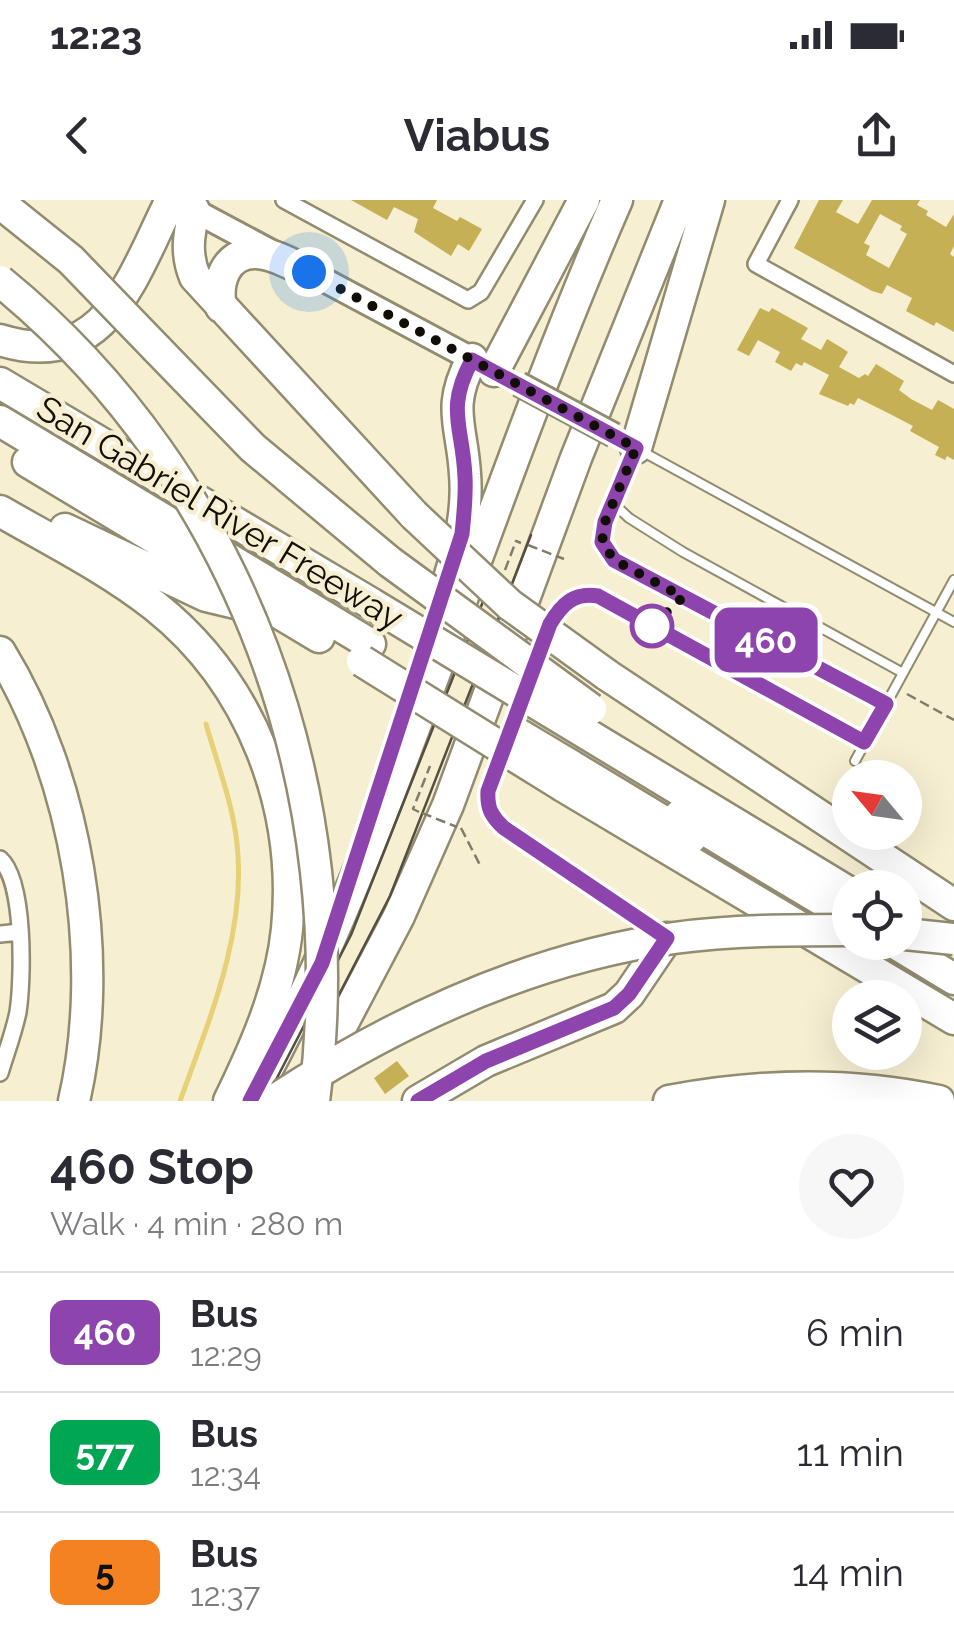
<!DOCTYPE html>
<html lang="en">
<head>
<meta charset="utf-8">
<style>
	:root { --surface:#fff; --page:#f7f7f7; --text:#2b2b33; --muted:#7c7c81; --line:#e1e1e2 }
	body { margin:0; font-family:Raleway,sans-serif; background:var(--page); color:var(--text); height:100vh; display:flex; flex-direction:column; font-size:38px; white-space:nowrap }
	* { box-sizing:border-box; margin:0 }
	p { font-size:32px; color:var(--muted) }
	.icon { flex:none; width:55px; height:55px; fill:none; stroke:currentColor; stroke-width:2; stroke-linecap:round; stroke-linejoin:round }
	.map { position:relative; height:901px; overflow:hidden }
	.details { display:flex; flex-direction:column; background:var(--surface); flex:1 }
	.details>* { flex:none }
	.badge { padding:0 20px; border-radius:15px; font-size:35px; line-height:65px }
	.needle { width:65px; rotate:299deg }
	.fabs { position:absolute; left:832px; top:560px; display:grid; gap:20px }
	.fabs a { display:grid; place-items:center; width:90px; height:90px; border-radius:50%; background:var(--surface); box-shadow:0 10px 40px #0002; font-size:50px }
	.you { position:absolute; width:50px; height:50px; margin:-25px; border:8px solid #fff; border-radius:50%; background:#1a73e8; box-shadow:0 0 0 15px #1a73e833 }
	.map>.badge { position:absolute; translate:-50% -50%; box-shadow:0 0 0 5px #fff }
	.round { display:grid; place-items:center; flex:none; width:105px; height:105px; border-radius:52px; background:var(--page) }
	.overview { display:flex; align-items:center; justify-content:space-between; height:170px; padding:0 50px }
	h1 { font-size:48px; font-weight:700; line-height:75px }
	ul { padding:0; list-style:none }
	li { display:flex; align-items:center; gap:30px; height:120px; padding:0 50px; border-top:2px solid var(--line) }
	li div { flex:1 }
	li b { display:block; font-size:38px }
	li em { font-style:normal }
	li .badge { min-width:110px; font-weight:700; text-align:center }
	.status { display:flex; justify-content:space-between; align-items:center; height:70px; padding:0 50px; background:var(--surface); direction:ltr }
	.status svg { height:28px; fill:currentColor }
	header { display:flex; justify-content:space-between; align-items:center; height:130px; padding:0 50px; background:var(--surface); font-size:45px; font-weight:700 }
	.map>svg:first-child { display:block }
	.lines { fill:none; stroke-linecap:round; stroke-linejoin:round }
	.stream { stroke:#e7d176; stroke-width:5 }
	.building { fill:#c6b055; fill-rule:evenodd }
	.service-casing { stroke:#918b70; stroke-width:12 }
	.minor-casing { stroke:#918b70; stroke-width:20 }
	.secondary-casing { stroke:#918b70; stroke-width:28 }
	.motorway-casing { stroke:#918b70; stroke-width:35 }
	.path { stroke:#817c69; stroke-width:2.5; stroke-dasharray:10 5; stroke-linecap:butt }
	.service { stroke:#fff; stroke-width:8 }
	.minor { stroke:#fff; stroke-width:15 }
	.secondary { stroke:#fff; stroke-width:22 }
	.motorway { stroke:#fff; stroke-width:30 }
	.tram { stroke:#544f41; stroke-width:2.5 }
	.secondary-bridge-casing { stroke:#918b70; stroke-width:28; stroke-linecap:butt }
	.motorway-bridge-casing { stroke:#918b70; stroke-width:35; stroke-linecap:butt }
	.path-bridge { stroke:#817c69; stroke-width:2.5; stroke-dasharray:10 5; stroke-linecap:butt }
	.secondary-bridge { stroke:#fff; stroke-width:22 }
	.motorway-bridge { stroke:#fff; stroke-width:30 }
	.line-casing { stroke:#fff; stroke-width:22 }
	.line { stroke:#8e44ad; stroke-width:15 }
	.walk { stroke:#110e05; stroke-width:10; stroke-dasharray:0 18 }
	.stop-dot { fill:#fff; stroke:#8e44ad; stroke-width:5 }
	.labels { text-anchor:middle; stroke-width:9; stroke-linejoin:round; paint-order:stroke }
	.street-label { font-size:35px; fill:#110e05; stroke:#f6efd2 }
</style>
</head>
<body>
<div class="status"><b>12:23</b><svg viewBox="0 0 49 12"><path d="M0 12V9h3v3zM5 12V6h3v6zM10 12V3h3v9zM15 12V0h3v12zM26 1h20v11H26zM47 4h2v5h-2z"/></svg></div>
<header><svg class="icon" aria-label="back" viewBox="0 0 24 24"><path d="M15 5l-7 7 7 7"/></svg>Viabus<svg class="icon" aria-label="share" viewBox="0 0 24 24"><path d="M12 15V3M7 8l5-5 5 5M5 13v7h14v-7"/></svg></header>
<div class="map">
<svg width="954" height="901" viewBox="0 0 954 901">
	<rect width="100%" height="100%" fill="#f6efd2"/>
	<g class="lines">
		<path class="stream" d="M180,901C209,820 247,732 237,644C233,604 217,563 206,524"/>
	</g>
	<path class="building" d="M351,0H437L433,8L457,21L460,17L482,29L469,51L458,44L451,56L414,32L418,19L394,7L387,20Z
		M819,0H843L836,12L858,24L872,0H920L917,5L928,11L926,15L946,27L954,14V46L950,54L954,57V132L936,122L934,126L906,111L912,98L887,85L882,94L872,91L794,48ZM880,14L902,26L900,30L907,34L889,68L866,55L870,46L864,43Z
		M760,108L769,112L772,108L808,128L801,139L821,150L827,139L842,148L848,152L839,167L859,178L865,174L868,176L876,164L904,181L899,190L911,199L932,210L938,200L954,209V260L947,256L945,260L935,255L939,247L910,231L913,226L886,212L858,198L854,205L850,203L848,206L819,194L829,175L804,162L802,166L796,163L791,171L775,162L780,152L758,140L749,156L737,150Z
		M397,861L409,876L385,894L374,878Z"/>
	<g class="lines">
		<defs>
			<path id="service" d="M614,304L629,318L683,352L903,473
				M549,427C560,406 573,392 598,396L864,543
				M886,504L615,361L602,342L603,331L636,248L954,422
				M501,558C493,579 484,595 492,617L655,730
				M855,561L954,380"/>
			<path id="minor" d="M284,0L468,100L481,92L535,0
				M790,0L756,64L954,174
				M0,659C25,681 23,779 18,812C14,832 6,853 0,873
				M0,734L20,732"/>
			<path id="secondary" d="M182,4L485,166"/>
			<path id="motorway" d="M194,10C189,35 185,53 195,77L414,315
				M221,107C216,83 225,53 255,53C273,53 292,65 309,72
				M0,140C106,173 132,77 171,0
				M157,149L253,248L390,362
				M494,171L584,0
				M0,183L372,404
				M0,221L370,444
				M636,248L709,0
				M28,262L319,437
				M0,311C52,341 108,369 155,406C252,483 299,608 287,729C281,789 255,848 229,901
				M65,329L206,396L248,406
				M450,375C460,342 468,310 465,274C462,224 446,208 472,159
				M0,452C77,577 107,758 74,901
				M607,475L954,705
				M587,534L850,693
				M570,565L691,638
				M563,586L954,819
				M680,615L850,717
				M893,742L954,779
				M315,876L399,716L448,605L576,258L680,0
				M250,901C317,781 367,654 415,526C481,350 542,172 617,0
				M418,901L486,861L614,808L629,794L667,738
				M669,901C758,884 850,882 939,901"/>
		</defs>
		<use href="#service" class="service-casing"/>
		<use href="#minor" class="minor-casing"/>
		<use href="#secondary" class="secondary-casing"/>
		<use href="#motorway" class="motorway-casing"/>
		<path class="path" d="M505,370L516,341L521,343
			M907,494L954,520
			M419,612L413,609L430,566
			M461,628L481,667"/>
		<use href="#service" class="service"/>
		<use href="#minor" class="minor"/>
		<use href="#secondary" class="secondary"/>
		<use href="#motorway" class="motorway"/>
		<path class="tram" d="M265,901L351,735L484,399
			M284,901L390,696L531,335"/>
		<defs>
			<path id="secondary-bridge" d="M519,184L614,235"/>
			<path id="motorway-bridge" d="M0,3L71,60L157,149
				M0,81C243,279 354,594 314,901
				M414,315L510,405L607,475
				M390,362L591,509
				M372,404L587,534
				M362,461L563,586
				M518,534L570,565
				M905,734L954,739
				M273,901C394,822 530,758 674,738C732,730 792,730 850,730"/>
		</defs>
		<use href="#secondary-bridge" class="secondary-bridge-casing"/>
		<use href="#motorway-bridge" class="motorway-bridge-casing"/>
		<path class="path-bridge" d="M528,345L564,359
			M422,613L457,627"/>
		<use href="#secondary-bridge" class="secondary-bridge"/>
		<use href="#motorway-bridge" class="motorway-bridge"/>
	</g>
	<g class="lines">
		<defs>
			<path id="line" d="M250,901L322,763L462,334C464,315 466,296 465,277C463,226 445,210 472,160L636,248L605,322L602,342L614,360L886,504L864,542L598,396C574,392 562,404 550,424L488,591C487,608 491,616 504,628L667,738L629,794L614,808L486,861L418,901"/>
		</defs>
		<use href="#line" class="line-casing"/>
		<use href="#line" class="line"/>
		<path class="walk" d="M309,72L636,248L605,322L602,342L614,360L683,397L652,426"/>
	</g>
	<circle class="stop-dot" cx="652" cy="426" r="20"/>
	<g class="labels">
		<g class="street-label">
			<text transform="translate(220 313) rotate(31)" y="12">San Gabriel River Freeway</text>
		</g>
	</g>
</svg>
<div class="fabs">
<a><svg class="needle" viewBox="-14 -14 28 28"><path d="M0-13l5 13h-10z" fill="#e53935"/><path d="M0 13l5-13h-10z" fill="#7c7c81"/></svg></a>
<a><svg class="icon" aria-label="locate" viewBox="0 0 24 24"><circle cx="12" cy="12" r="6"/><path d="M12 2v4M12 18v4M2 12h4M18 12h4"/></svg></a>
<a><svg class="icon" aria-label="layers" viewBox="0 0 24 24"><path d="M12 4l9 5-9 5-9-5zM3 14l9 5 9-5"/></svg></a>
</div>
<div class="you" style="left:309px;top:72px"></div>
<b class="badge" style="left:766px;top:440px;background:#8e44ad;color:#fff">460</b>
</div>
<section class="details">
<div class="overview"><div><h1>460 Stop</h1><p>Walk · 4 min · 280 m</p></div><a class="round"><svg class="icon" aria-label="heart" viewBox="0 0 24 24"><path d="M12 20l-8-8c-3-5 5-10 8-4 3-6 11-1 8 4z"/></svg></a></div>
<ul>
<li><span class="badge" style="background:#8e44ad;color:#fff">460</span><div><b>Bus</b><p>12:29</p></div><em>6 min</em></li>
<li><span class="badge" style="background:#00a651;color:#fff">577</span><div><b>Bus</b><p>12:34</p></div><em>11 min</em></li>
<li><span class="badge" style="background:#f58220;color:#111">5</span><div><b>Bus</b><p>12:37</p></div><em>14 min</em></li>
</ul>
</section>
</body>
</html>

========================================================================

- WHAT TO PRODUCE -
The answer must consist of every line from the records above that holds "motorway".

- SOLUTION TO THE EXERCISE -
	.motorway-casing { stroke:#918b70; stroke-width:35 }
	.motorway { stroke:#fff; stroke-width:30 }
	.motorway-bridge-casing { stroke:#918b70; stroke-width:35; stroke-linecap:butt }
	.motorway-bridge { stroke:#fff; stroke-width:30 }
			<path id="motorway" d="M194,10C189,35 185,53 195,77L414,315
		<use href="#motorway" class="motorway-casing"/>
		<use href="#motorway" class="motorway"/>
			<path id="motorway-bridge" d="M0,3L71,60L157,149
		<use href="#motorway-bridge" class="motorway-bridge-casing"/>
		<use href="#motorway-bridge" class="motorway-bridge"/>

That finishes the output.